Lipstadt, a professor of history at Emory University, discussed how anti-Semitism has evolved to the point that that extremists on both the left and right use anti-Semitic stereotypes to further their agendas.
Her talk took place days after a Washington Hebrew Congregation security guard found anti-Semitic and anti-Israeli graffiti scrawled on the back door of the synagogue and the day and the same that the American Jewish Committee released a survey that found nearly 90 percent of those interviewed think that anti-Semitism is a problem in the United States.
Lipstadt did not discuss the survey or the graffiti incident and instead focused on how right-wing extremists use stereotypes to show that Jews are taking the power rightfully meant for white Christians. For left-wing extremists, stereotypes show that Jews are more the oppressors than the oppressed.
Both views on Jews are dangerous, Lipstadt said, even if the right wing is violent.
“One is dangerous from its violence and one is dangerous from its institutionalization of anti-Semitism,” she said. “And the thing is, people who only see the anti-Semitism from the other side of the political spectrum suggests to me that they’re using it as a political weapon.”
Denying anti-Semitism on one’s own side can lead to genocide, she said. No genocide began with action. she said. Genocide begins with words. And words led to the mass shootings at the synagogues in Pittsburgh, Poway and Halle, Germany.
The shooters left nearly identical manifestos, she said. They all got their mindsets from similar sources and all targeted Jews. White supremacists, she said, blame Jews for a conspiracy to replace “white Christian society with black people, with brown people.”

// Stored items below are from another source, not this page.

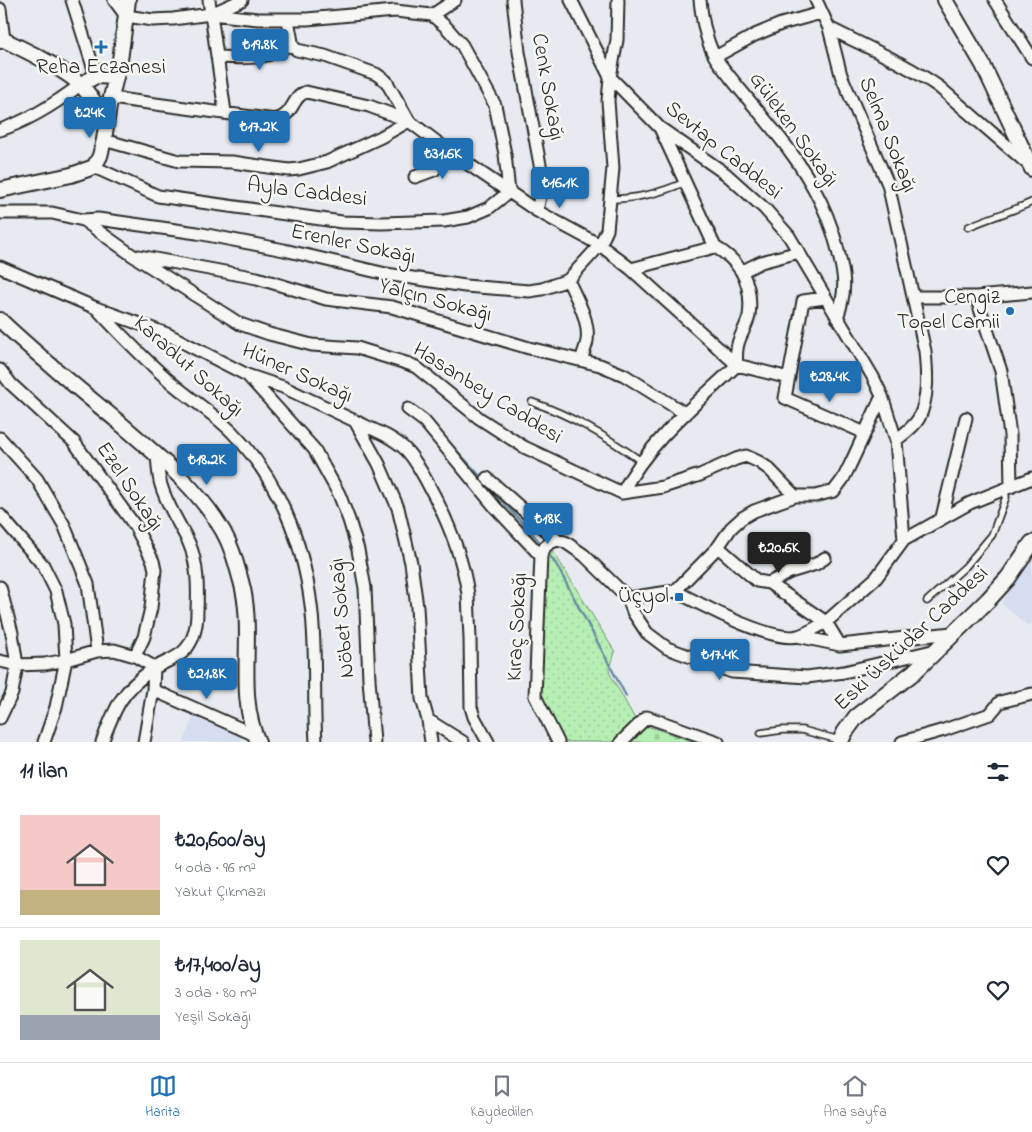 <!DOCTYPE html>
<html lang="tr">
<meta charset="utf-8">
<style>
:root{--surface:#fff;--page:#f6f6f7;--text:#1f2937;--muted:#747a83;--line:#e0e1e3;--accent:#1f6fb2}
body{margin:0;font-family:"Indie Flower",sans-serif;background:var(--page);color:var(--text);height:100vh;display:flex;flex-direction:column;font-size:19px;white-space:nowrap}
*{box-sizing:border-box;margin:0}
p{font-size:16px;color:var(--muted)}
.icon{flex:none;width:28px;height:28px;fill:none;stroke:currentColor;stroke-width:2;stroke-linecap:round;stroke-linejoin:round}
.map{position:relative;height:742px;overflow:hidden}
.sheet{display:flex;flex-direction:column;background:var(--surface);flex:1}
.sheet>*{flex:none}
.price{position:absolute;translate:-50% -42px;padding:0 11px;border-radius:5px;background:var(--accent);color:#fff;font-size:16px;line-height:32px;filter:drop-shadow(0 1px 2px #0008)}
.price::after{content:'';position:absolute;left:50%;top:30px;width:15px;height:11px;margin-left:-8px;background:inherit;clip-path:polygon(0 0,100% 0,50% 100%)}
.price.active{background:#222;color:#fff}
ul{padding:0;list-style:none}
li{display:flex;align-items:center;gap:15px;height:125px;padding:0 20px}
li+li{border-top:1px solid var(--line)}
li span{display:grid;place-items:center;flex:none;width:140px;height:100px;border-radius:0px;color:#555}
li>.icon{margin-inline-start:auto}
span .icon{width:60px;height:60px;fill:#fffc;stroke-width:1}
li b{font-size:21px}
h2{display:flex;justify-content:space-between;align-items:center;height:60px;padding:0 20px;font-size:21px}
.tab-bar{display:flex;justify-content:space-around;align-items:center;height:70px;border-top:1px solid var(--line);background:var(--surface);font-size:14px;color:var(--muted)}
.tab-bar a{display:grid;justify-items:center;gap:2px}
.tab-bar .active{color:var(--accent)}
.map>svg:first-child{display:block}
.built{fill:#d5def0}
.cemetery{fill:url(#cemetery-stones);stroke:#708d6f}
.park{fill:url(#park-dots);stroke:#708d6f}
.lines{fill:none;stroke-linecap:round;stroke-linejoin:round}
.stream{stroke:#698aa2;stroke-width:2.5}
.service-casing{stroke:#2b2b2b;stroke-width:9}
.minor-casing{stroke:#2b2b2b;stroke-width:15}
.tertiary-casing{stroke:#2b2b2b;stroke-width:18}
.secondary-casing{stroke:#2b2b2b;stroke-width:19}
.service{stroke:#f6f6f2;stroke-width:5.5}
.minor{stroke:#f6f6f2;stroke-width:11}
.tertiary{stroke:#f6f6f2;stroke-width:14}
.secondary{stroke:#f6f6f2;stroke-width:15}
.poi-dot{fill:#1f6fb2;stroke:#f6f6f2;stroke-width:2}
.labels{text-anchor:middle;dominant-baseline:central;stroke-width:5;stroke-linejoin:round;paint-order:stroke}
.poi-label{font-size:22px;fill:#2b2b2b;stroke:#f6f6f2;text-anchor:end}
.street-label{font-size:22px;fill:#2b2b2b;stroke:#f6f6f2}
</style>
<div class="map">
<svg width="1032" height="742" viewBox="0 0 1032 742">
<defs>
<pattern id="cemetery-stones" width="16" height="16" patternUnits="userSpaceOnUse" patternTransform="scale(1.25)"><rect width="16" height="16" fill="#b6efb3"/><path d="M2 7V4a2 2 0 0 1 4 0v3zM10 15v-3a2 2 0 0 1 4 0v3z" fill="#9dcd9a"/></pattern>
<pattern id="park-dots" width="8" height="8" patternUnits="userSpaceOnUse" patternTransform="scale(1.25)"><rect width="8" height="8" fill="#b6efb3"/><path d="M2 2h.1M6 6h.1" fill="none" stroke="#9dcd9a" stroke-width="1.8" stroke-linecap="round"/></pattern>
</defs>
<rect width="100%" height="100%" fill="#e7ebf1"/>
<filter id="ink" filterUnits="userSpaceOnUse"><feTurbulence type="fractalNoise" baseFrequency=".02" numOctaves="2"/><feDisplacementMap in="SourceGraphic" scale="10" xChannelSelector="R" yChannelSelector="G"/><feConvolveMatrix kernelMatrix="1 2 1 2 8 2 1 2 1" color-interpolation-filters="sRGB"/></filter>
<g filter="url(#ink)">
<!-- built -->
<path class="built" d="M1032,559V623L1029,627L1001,603Z
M193,717L242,737L241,742H184Z"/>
<!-- cemetery -->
<path class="cemetery" d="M647,726L695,742H629Z"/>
<!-- park -->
<path class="park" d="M553,551L615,652L609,672L635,719L612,742H564L541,695L546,561Z"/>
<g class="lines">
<!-- stream -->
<path class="stream" d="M448,441L483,479
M493,491L540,542
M549,555L556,564L626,696"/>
<defs>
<path id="service" d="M610,199C637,199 661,193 685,182
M968,227C990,217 1011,212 1032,202
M532,402C573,416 605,436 641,461
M927,601L966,566L992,535L1006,497L1005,489
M761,733L782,730H802L839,740"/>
<path id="minor" d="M72,0L96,76
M114,0L126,16L153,20L173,19L211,14L258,19H307L395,11L432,15L446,27L462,45L495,105L505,154L509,192
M209,0L225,112
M513,0L519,52L541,170L542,187L537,211
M571,0L610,77L660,128L726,174L765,209L789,236L873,377L882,396L896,440L904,540L876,578L826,622L769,583L757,581L718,547
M700,0C702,19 705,38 714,55C718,63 725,70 730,77C745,96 761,114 776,133C803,166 825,202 836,243C844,273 848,288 837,318
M816,0L829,28L841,75L888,184L925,351C927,372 929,397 919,418C914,427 904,434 896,440
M995,0L1032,58
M0,9L4,40
M213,13L242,0
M432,15L455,0
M288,20L293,47L297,50L325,56L376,74L386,81L409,121
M829,28C866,47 905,63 939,87L1028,164
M217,57C244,58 269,61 291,43
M715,57L755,35L781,24L821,13
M111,98L275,120C295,115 291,97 306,92L369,106L409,121L446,149L537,211L600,245L631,269L737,365L789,378
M0,130C30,120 55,104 80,85
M104,140L179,161L232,162L289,170L299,169L327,162L381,137L409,121
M94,167L158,196L342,222L382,223L444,221L468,217L489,208L509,192
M415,177L434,170L451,153
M0,213H52L83,220L132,255L240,324L269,334L312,345L357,348L409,364L416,367L479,418L524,447L622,493L663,487L700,475L736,459L746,456L759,462L769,469L795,496
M83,220L98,219L197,233L284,250L386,274L465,286L529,291L542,289L568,280L600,245L607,230L613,168L608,101L610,77L617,40L618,0
M139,256L257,278L326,299L392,307L529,348L600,365L624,375L686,414
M0,267L96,308L167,334L247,375L283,387L355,421L379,464L398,508L411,563L417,607L422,699L428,720L431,742
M631,269L715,247
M743,271L761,262L799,252
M568,280C576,298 590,320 587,341C586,347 583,354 581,360
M913,297H976L1032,292
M976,297L1001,371L1010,435L1011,487
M825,298L803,301L785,398L865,433
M97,309C121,335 146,361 173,384C192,400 214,414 232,432C278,479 303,541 311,605C317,650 313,697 316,742
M0,370L11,384L74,442L135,526L153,561L155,570L151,608L144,637L135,656
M249,377L314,449L339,494L349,520L358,550L365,588L369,679L374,742
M408,409L424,421L495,507L541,556L535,696L558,742
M355,421C371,429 392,436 405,449C414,457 420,470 426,480C446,516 462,553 468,594L470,639L471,707L474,717L488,742
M0,438L37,479L64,525L88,584L97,651
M487,478L557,540
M622,493C649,441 695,405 737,365C736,356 736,347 740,338C743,331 747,324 749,316C753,286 742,262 715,247L661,130
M0,515L43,565L56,591L64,624L66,660L56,707L44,742
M942,517L966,418
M904,540L970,503L1032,478
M541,556L545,547L550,543L557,540L565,542L584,555L628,598L633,612L647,633L667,648L732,672L807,677L822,675L844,672L936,650
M769,583L790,572L816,564L825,558
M0,587L12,633L17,665L12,693L0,718
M675,591C701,604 771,643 798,636C808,633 817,627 826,622L840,645L952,633
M628,598L675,591L718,547L731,528L742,518L754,511L795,496H815L834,491L843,479L850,465L882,396
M797,636L840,645
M0,661L17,665L45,664L66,660L97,651L114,650L135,656L154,667
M154,667L153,690L255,735
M428,720L463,742
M102,742C115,708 121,691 153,669C163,662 177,659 185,650C195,639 197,624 197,611C198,588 198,564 189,543C180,524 167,506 161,485C158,476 158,465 157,455
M144,742L153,690
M621,742L647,717L718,742
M902,742L944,730L990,714L1000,702L1032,694"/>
<path id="tertiary" d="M945,0L983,65L1032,169
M0,41L4,40C25,50 65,69 81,85C90,95 98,108 107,119
M80,85L96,76L116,77
M0,190L71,175L94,167L100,156L104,140L109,106L120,60L128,0
M0,320C39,357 80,390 121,424C158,456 198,488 223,531C232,547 236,563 241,581C256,633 235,692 258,742"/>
<path id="secondary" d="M840,742L845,732L856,717L914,672L988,600L1008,578L1032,543"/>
</defs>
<!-- service casing -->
<use href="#service" class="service-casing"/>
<!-- minor casing -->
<use href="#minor" class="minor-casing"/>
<!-- tertiary casing -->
<use href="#tertiary" class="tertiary-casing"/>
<!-- secondary casing -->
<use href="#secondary" class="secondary-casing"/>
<!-- service -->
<use href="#service" class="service"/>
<!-- minor -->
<use href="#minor" class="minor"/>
<!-- tertiary -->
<use href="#tertiary" class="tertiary"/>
<!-- secondary -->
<use href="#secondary" class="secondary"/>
</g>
</g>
<!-- markers -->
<g class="poi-dot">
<path d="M98.5 39.5h5v5h5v5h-5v5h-5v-5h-5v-5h5z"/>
<circle cx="1010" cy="311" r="5"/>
<rect x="674" y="592" width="10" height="10" rx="2.5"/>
</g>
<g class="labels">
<!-- poi labels -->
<g class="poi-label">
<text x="101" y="68" text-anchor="middle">Reha Eczanesi</text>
<text x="1000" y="298">Cengiz<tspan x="1000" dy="25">Topel Camii</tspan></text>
<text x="669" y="597">Üçyol</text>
</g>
<!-- street labels -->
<g class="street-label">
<text transform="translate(547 87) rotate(80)">Cenk Sokağı</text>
<text transform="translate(793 130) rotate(54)">Güleken Sokağı</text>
<text transform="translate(887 135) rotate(68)">Selma Sokağı</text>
<text transform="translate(723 151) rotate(39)">Sevtap Caddesi</text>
<text transform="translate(307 193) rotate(7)">Ayla Caddesi</text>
<text transform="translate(353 245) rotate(12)">Erenler Sokağı</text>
<text transform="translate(435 301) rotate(15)">Yalçın Sokağı</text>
<text transform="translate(188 367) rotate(42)">Karadut Sokağı</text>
<text transform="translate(297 374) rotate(24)">Hüner Sokağı</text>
<text transform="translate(487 394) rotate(32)">Hasanbey Caddesi</text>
<text transform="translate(129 487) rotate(56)">Ezel Sokağı</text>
<text transform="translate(343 618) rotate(-95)">Nöbet Sokağı</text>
<text transform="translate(518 627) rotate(-87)">Kıraç Sokağı</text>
<text transform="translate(912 639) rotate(-43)">Eski Üsküdar Caddesi</text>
</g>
</g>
</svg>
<b class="price" style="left:260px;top:71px">₺19.8K</b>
<b class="price" style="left:90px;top:139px">₺24K</b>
<b class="price" style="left:259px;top:153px">₺17.2K</b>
<b class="price" style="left:443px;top:180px">₺31.6K</b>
<b class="price" style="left:560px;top:209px">₺16.1K</b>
<b class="price" style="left:830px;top:403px">₺28.4K</b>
<b class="price" style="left:207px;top:486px">₺18.2K</b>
<b class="price" style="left:548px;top:545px">₺18K</b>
<b class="price active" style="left:779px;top:574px">₺20.6K</b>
<b class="price" style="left:720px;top:681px">₺17.4K</b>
<b class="price" style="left:207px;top:700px">₺21.8K</b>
</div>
<section class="sheet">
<h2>11 ilan<svg class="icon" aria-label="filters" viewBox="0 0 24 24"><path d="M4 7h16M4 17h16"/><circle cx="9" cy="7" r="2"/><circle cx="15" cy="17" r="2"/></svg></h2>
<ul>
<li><span style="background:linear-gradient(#f6c9c9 75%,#c2b280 0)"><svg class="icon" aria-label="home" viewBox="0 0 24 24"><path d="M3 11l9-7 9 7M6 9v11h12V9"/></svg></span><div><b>₺20,600/ay</b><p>4 oda · 96 m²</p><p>Yakut Çıkmazı</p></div><svg class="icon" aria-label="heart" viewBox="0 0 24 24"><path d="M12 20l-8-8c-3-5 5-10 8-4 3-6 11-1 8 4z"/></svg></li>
<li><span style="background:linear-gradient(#dfe7d0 75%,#9aa5b1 0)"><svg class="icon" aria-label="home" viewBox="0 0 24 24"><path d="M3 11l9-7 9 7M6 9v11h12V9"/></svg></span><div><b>₺17,400/ay</b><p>3 oda · 80 m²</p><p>Yeşil Sokağı</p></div><svg class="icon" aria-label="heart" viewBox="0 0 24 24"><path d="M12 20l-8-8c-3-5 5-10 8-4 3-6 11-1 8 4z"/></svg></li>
</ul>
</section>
<nav class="tab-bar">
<a class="active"><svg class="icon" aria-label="map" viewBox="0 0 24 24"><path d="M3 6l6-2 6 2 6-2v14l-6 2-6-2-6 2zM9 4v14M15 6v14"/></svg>Harita</a>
<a><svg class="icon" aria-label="saved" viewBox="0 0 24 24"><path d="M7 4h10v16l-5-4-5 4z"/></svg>Kaydedilen</a>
<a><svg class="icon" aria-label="home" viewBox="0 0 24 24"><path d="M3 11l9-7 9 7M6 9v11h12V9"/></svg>Ana sayfa</a>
</nav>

Lipstadt said white supremacists believe that people of color aren’t capable of elevating themselves in society, and therefore must have gotten assistance from the Jews.
The fact that many Jews were white and how that was used against them was also discussed. Lipstadt said that white supremacists see Jews “as devils,” who are able to disguise themselves.
“Unlike the racist who punches down,” she said. “The anti-Semite punches up.”
That is the case for left-wing anti-Semites especially.
Because they believe that Jews are wealthy and powerful, Jews cannot be a marginalized group. And if they’re wealthy, they’re part of the problem, she said, adding, “They see the Jew, who is to them a white person. A wealthy person. Ipso factor [the Jew] has power.”